Before I start working on a new server setup I'd really like to know if it's a good idea to start off on a virtual machine (qemu in my case).

More specifically:

Are there any known implications/restrictions hardware/software wise?
How could one make the configuration as simple and clear as possible to adopt to the new hardware (abstraction)?
Anything else?

Input very much appreciated!


----------



## wblock@ (Sep 15, 2011)

Use labels for disk devices or filesystems.
Use ifconfig_DEFAULT="whatever" to set the Ethernet card.  Might not work if you have multiple Ethernet cards.
Don't use CPUTYPE?= in /etc/make.conf.

Will it run X?


----------



## Mattias (Sep 15, 2011)

wblock said:
			
		

> Use labels for disk devices or filesystems.
> Use ifconfig_DEFAULT="whatever" to set the Ethernet card.  Might not work if you have multiple Ethernet cards.
> Don't use CPUTYPE?= in /etc/make.conf.
> 
> Will it run X?



Thanks! I realize a lot good suggestions are to be found in similar topics (physical HD -> VM, HD -> HD, etc). Use of labels seems to be _very_ encouraged! As opposed to anything X related. To answer your question on that:
I do plan to experiment with X, but probably not before migration.
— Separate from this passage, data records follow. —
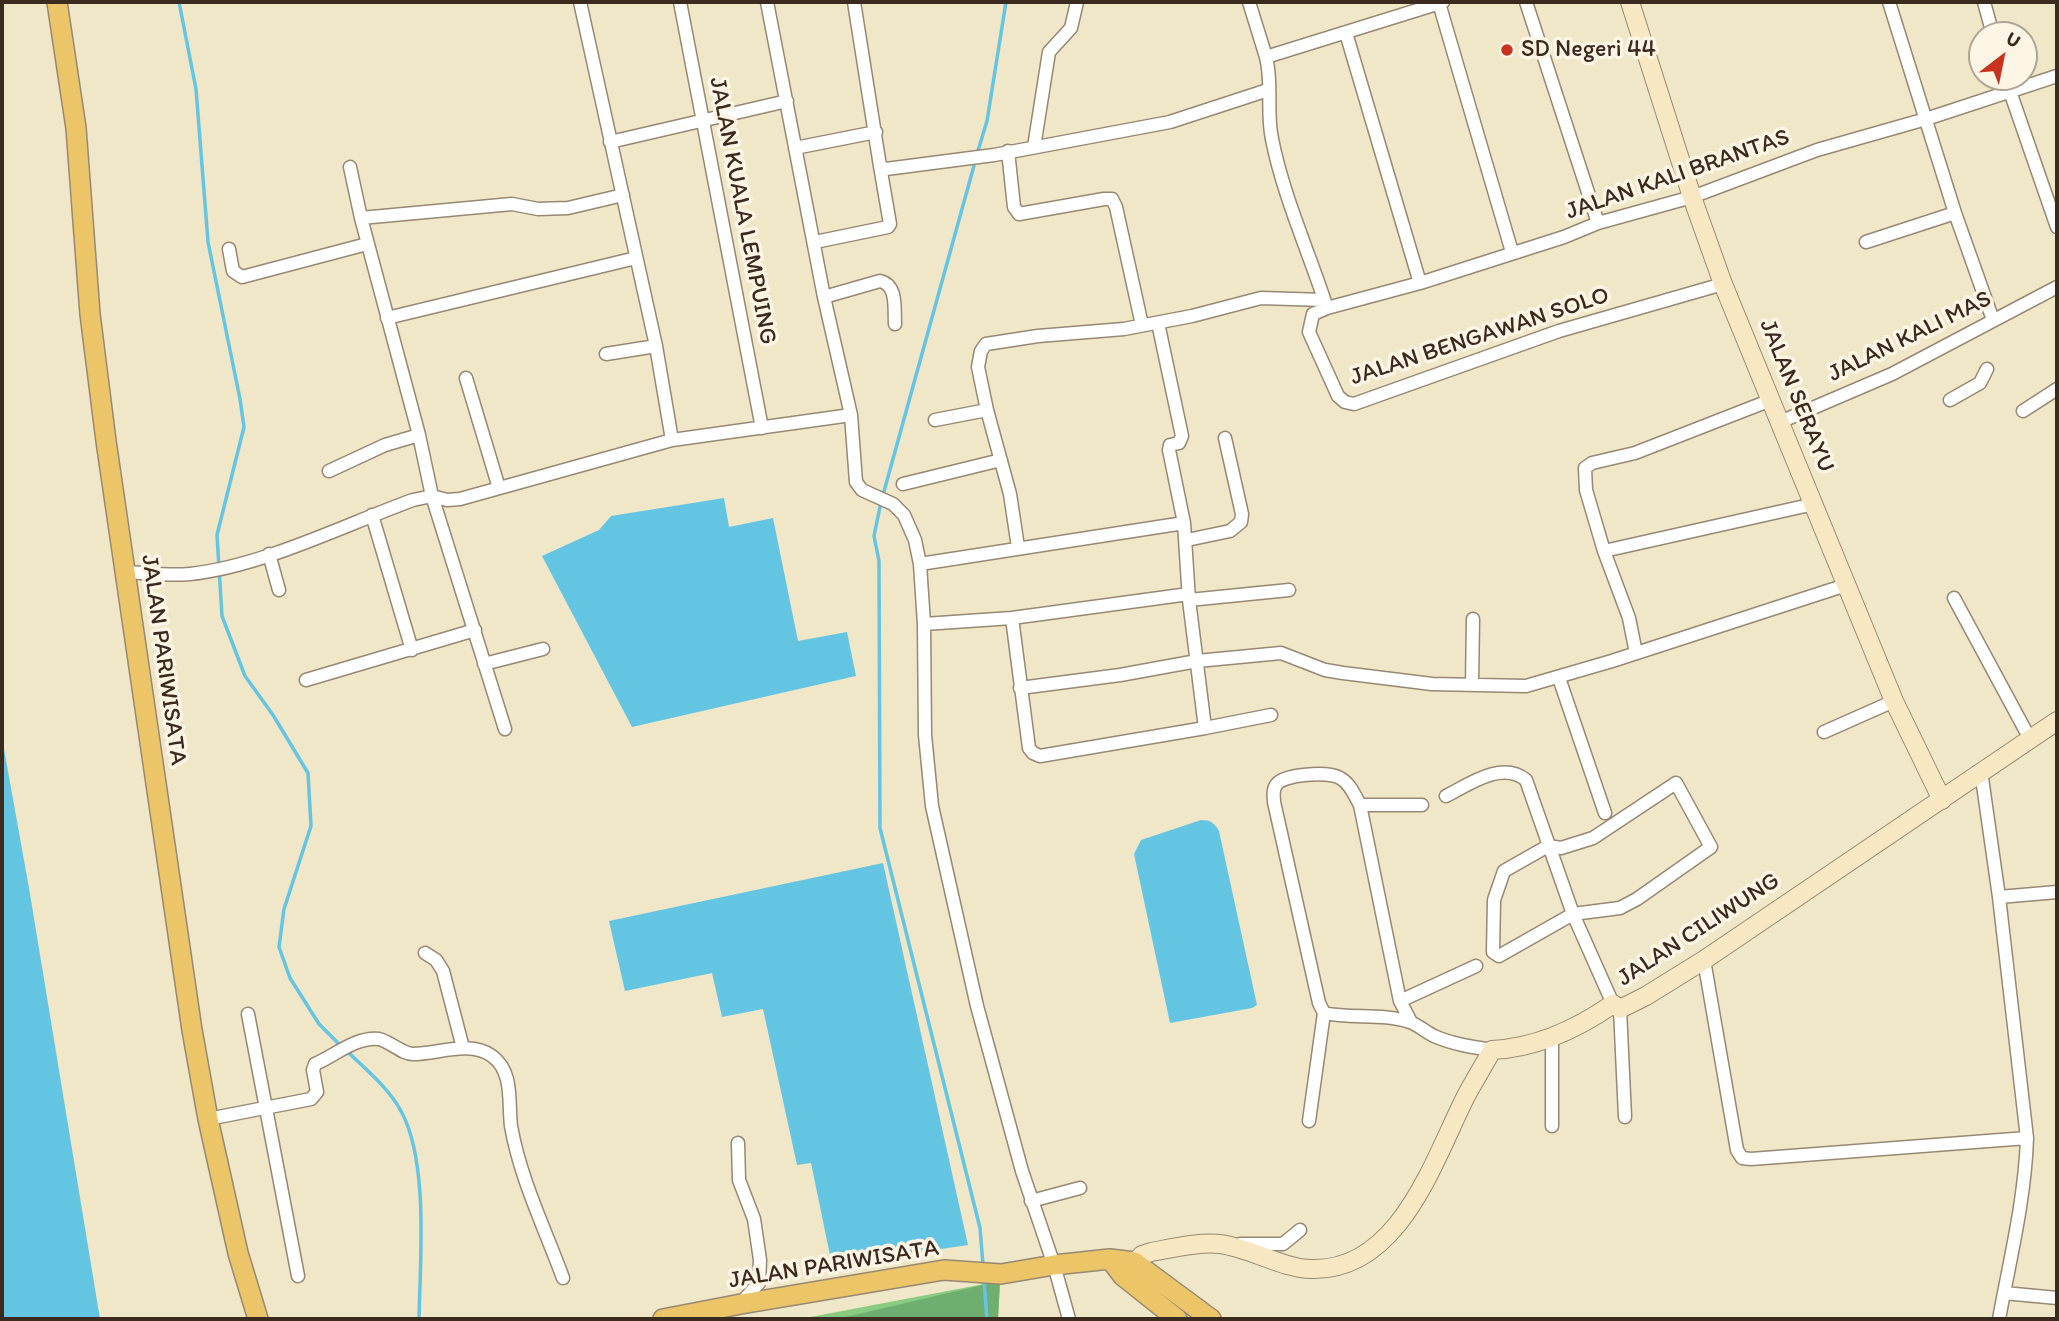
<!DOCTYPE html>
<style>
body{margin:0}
#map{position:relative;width:2059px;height:1321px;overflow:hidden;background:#f0e6c8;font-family:Itim,sans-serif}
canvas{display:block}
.frame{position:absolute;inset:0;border:4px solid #3b2a1e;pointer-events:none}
.north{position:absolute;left:1968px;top:21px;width:70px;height:70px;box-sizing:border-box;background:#fcf5e5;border:2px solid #afa495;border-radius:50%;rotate:32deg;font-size:19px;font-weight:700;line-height:28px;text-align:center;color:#3b2a1e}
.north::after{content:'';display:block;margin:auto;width:24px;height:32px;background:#c8321e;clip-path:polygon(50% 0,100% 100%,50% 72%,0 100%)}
</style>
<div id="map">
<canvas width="2059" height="1321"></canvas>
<div class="frame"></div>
<div class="north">U</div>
</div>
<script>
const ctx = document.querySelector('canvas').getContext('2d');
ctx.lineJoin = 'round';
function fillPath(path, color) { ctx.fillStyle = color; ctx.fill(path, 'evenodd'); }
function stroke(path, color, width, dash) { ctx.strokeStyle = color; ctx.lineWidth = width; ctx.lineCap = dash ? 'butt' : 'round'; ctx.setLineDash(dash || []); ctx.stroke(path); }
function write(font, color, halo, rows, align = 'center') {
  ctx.font = font + ' Itim,sans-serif'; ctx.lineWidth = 7; ctx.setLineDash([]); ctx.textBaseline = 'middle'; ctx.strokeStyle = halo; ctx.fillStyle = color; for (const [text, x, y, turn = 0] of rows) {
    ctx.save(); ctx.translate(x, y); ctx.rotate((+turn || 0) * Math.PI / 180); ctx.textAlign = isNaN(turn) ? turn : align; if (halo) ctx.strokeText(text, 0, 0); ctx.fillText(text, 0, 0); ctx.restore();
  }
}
const green = new Path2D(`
 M 1000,1281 L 998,1319 L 800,1319 Z`);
const forest = new Path2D(`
 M 1000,1281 L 998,1319 L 837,1319 Z`);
const water = new Path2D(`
 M 724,498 L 729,527 L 773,518 L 798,641 L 847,632 L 856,676 L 632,727 L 542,556 L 599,530 L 611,516 Z
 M 2,738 L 29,888 L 100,1319 L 2,1319 Z
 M 1201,820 C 1210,820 1215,823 1219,831 L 1257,1005 L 1252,1008 L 1170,1023 L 1134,854 L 1141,840 Z
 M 883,863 L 968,1245 L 832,1265 L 811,1163 L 797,1165 L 763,1009 L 722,1017 L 712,973 L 625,991 L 609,921 Z`);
const stream = new Path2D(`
 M 179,2 L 196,89 L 208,242 L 240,399 L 244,427 L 217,535 L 222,616 L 245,676 L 273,715 L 308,773 L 311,826 L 284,909 L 279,947 L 290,978 L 319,1024 L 341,1046
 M 977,154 L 987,121 L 1006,2
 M 883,495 L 975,162
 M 881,502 L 874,536 L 879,561 L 880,828 L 980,1228 L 983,1265
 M 347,1051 C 366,1070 388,1087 401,1111 C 429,1162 420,1261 419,1319
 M 984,1280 L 987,1319`);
const street = new Path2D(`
 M 580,2 L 656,346 L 672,440
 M 680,2 L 762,428
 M 767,2 L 824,297 L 851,415
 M 854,2 L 880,166 L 886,169 L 994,155 L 1170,122 L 1268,90
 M 1249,2 L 1266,57
 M 1526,2 L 1598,223
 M 1889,2 L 1955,213 L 1993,320
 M 1984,2 L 1993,35
 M 1439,3 L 1512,252
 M 1346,33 L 1420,283
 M 2005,77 L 2057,227
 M 610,142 L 787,101
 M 1034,147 L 1049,52 L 1071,28 L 1077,2
 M 795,148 L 876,132
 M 1008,151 L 1014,207 L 1019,214 L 1104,199 L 1112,199 L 1116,207 L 1142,325
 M 350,167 L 361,218 L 419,435 L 432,496 L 505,729
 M 361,218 L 512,204 L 538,209 L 568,208 L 623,195
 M 815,242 L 888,227 L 890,224 L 880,166
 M 1866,242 L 1955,213
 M 229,249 L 233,271 L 242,277 L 367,244
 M 1723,284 L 1559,331 L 1354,404 L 1345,402 L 1338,396 L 1309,332 L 1313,314 L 1327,308 L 1420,283 L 1564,237 L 1598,223 L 1692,197 L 1817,150 L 1926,119 L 2057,76
 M 824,297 L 880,281 C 898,285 894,309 895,324
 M 1326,305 C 1308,250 1283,195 1272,139 C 1266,112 1273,84 1266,57 L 1443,2
 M 387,318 L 636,258
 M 1158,323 L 1182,436 L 1179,443 L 1170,445 L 1169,450 L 1184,523
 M 606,354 L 656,346
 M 466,378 L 499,488
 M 1950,400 L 1980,383 L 1987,369
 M 2023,411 L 2057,389
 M 935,420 L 987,410
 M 1780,422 L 1892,374 L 2057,287
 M 329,471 L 385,445 L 419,435
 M 903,484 L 1001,460
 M 372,515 L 412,650
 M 1187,540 L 1230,531 L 1241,522 L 1242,514 L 1225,438
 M 1018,547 L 1010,494 L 987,410 L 978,367 L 981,351 L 986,344 L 1038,336 L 1124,329 L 1192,316 L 1261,298 L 1324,300
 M 1604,551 L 1814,504
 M 269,554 L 279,590
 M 920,564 L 1184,523 L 1189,600 L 1205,728 L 1040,756 L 1033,753 L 1029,748 L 1012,618 L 1189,594
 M 126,572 C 147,573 169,576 190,574 C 263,566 344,525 413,500 L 432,496 L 447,500 L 460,499 L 672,440 L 851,415 L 856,482 L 862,490 L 893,504 L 904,515 L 915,540 L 920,564 L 924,624 L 925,735 L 932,806 L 977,1006 L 1022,1171 L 1054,1265 L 1069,1319
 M 1954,598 L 2030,739
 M 1189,600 L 1289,590
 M 924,624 L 1012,618
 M 1636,653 L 1629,618 L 1604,551 L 1586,490 L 1585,468 L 1592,463 L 1635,453 L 1771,400
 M 484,664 L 543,649
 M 1559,678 L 1605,813
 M 306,680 L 475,630
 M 1472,685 L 1473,619
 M 1020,688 L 1120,675 L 1197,661 L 1281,653 L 1325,670 L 1343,673 L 1432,684 L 1526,686 L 1612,661 L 1846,585
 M 1205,728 L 1271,715
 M 1824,732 L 1894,701
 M 1676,783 L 1711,847 L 1637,899 L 1620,908 L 1573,914 L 1499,956 L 1493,952 L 1494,900 L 1504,871 L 1548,846 L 1561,848 L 1593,838 Z
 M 1446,796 C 1468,785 1502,760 1526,780 L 1573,914 L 1613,1004
 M 1360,805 L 1422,805
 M 1999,897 L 2057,892
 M 425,953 L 436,960 L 443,971 L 463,1048
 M 1704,960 L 1737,1150 L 1742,1158 L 1751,1159 L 2027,1138 L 1999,897 L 1981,771
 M 1400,1001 L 1476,966
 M 1620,1009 L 1625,1117
 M 248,1014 L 298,1276
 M 1411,1022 L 1400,1001 L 1360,805 C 1355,796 1350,783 1340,778 C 1328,771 1283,774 1276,785 C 1272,791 1274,796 1274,802 L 1319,1003 L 1324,1013 C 1352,1019 1382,1013 1410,1022 C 1418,1025 1426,1032 1434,1036 C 1452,1044 1472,1047 1492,1050
 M 208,1119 L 311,1099 L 317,1092 L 313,1070 L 315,1064 C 334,1056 357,1036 379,1039 C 391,1042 402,1054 413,1054 C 438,1054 470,1040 492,1056 C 514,1072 508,1102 511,1126 C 520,1178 545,1229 563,1278
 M 1309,1121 L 1324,1013
 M 1552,1126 L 1552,1037
 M 738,1143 L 739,1180 L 754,1219 L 760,1260 L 759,1283 L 741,1303
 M 1031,1201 L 1080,1188
 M 1240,1244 L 1283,1244 L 1300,1230
 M 2004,1293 L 2057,1298
 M 1999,1319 C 2010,1259 2025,1199 2027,1138`);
const secondary = new Path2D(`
 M 1630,2 L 1692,197 L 1723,284 L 1894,701 L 1942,800
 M 1127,1271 L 1142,1255 L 1151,1252 C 1173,1248 1198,1242 1220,1244 C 1251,1248 1283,1269 1312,1269 C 1400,1271 1434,1159 1466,1096 C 1474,1081 1484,1065 1492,1050 C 1536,1048 1577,1029 1613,1004 L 1620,1009 L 1646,996 L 1704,960 L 2057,721`);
const primary = new Path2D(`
 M 57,2 L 76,128 L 90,314 L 106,441 L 192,1030 L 208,1119 L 238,1253 L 258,1319
 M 1110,1259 L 1123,1276 L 1177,1319
 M 663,1319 L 741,1304 L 944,1270 L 1001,1274 L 1054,1265 L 1110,1259 L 1134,1262 L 1211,1319`);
const markers = [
 [1507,50,7,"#c8321e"]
];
const poiNames = [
 ["SD Negeri 44",1521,50]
];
const streetNames = [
 ["JALAN KALI BRANTAS",1678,175,-19],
 ["JALAN KUALA LEMPUING",742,211,79],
 ["JALAN BENGAWAN SOLO",1480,337,-18],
 ["JALAN KALI MAS",1910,337,-26],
 ["JALAN SERAYU",1796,396,68],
 ["JALAN PARIWISATA",163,660,82],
 ["JALAN CILIWUNG",1699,930,-33],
 ["JALAN PARIWISATA",834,1265,-9]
];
fillPath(green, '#89cb83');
fillPath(forest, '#6eaf71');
fillPath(water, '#64c5e3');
stroke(stream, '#64c5e3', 3.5);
stroke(street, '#968873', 15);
stroke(secondary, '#968873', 20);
stroke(primary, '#968873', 22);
stroke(street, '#fff', 12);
stroke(secondary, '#f7e8c3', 18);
stroke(primary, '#ecc569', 19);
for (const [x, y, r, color] of markers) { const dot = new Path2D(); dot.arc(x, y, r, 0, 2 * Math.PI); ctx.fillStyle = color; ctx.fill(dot); stroke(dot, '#fcf5e5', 2.5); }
write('24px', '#3b2a1e', '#fcf5e5', poiNames, 'left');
write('24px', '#3b2a1e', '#fcf5e5', streetNames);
</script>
I want to run a TV-out service kind-of-thing, thus making use of the TV-out card in the "production box". I might also want to play around with thin clients. I won't have any use for an attached monitor in the final setup. Any thoughts on that?


----------



## wblock@ (Sep 15, 2011)

A few.  I have an xfce setup that is built to run on any random computer.  It has all the most common X drivers installed.  A skeleton xorg.conf lets xorg autodetect everything else.  A network media server may not need anything but the X libraries if it'll be sending everything out over the net.


----------



## Mattias (Sep 15, 2011)

From that I derive:

Driver portability as far as possible (X, ...?)
Use of automatic configuration (X, disk labels, more?)
Variables/labels in configuration files (firewall, rc.conf defaults, more?)
Keeping that in mind can save some head scratching indeed. I assume a basic jails setup (default device access) will work w/o hassle after migration, is that wrong?


----------



## wblock@ (Sep 15, 2011)

Haven't tried moving a machine with jails from or to a VM, but I'd expect it to work.


----------



## Mattias (Sep 18, 2011)

Problematic software (mplayer)

http://www.freebsd.org/doc/handbook/video-playback.html


> 7.4.2.1.1 Building MPlayer
> 
> MPlayer resides in multimedia/mplayer. MPlayer performs a variety of hardware checks during the build process, resulting in a binary which will not be portable from one system to another. Therefore, it is important to build it from ports and not to use a binary package.
> [...]


----------



## wblock@ (Sep 18, 2011)

Don't turn on OCFLAGS in the mplayer port options.  Or do, but plan on rebuilding it after moving to a new system with a different CPU.


----------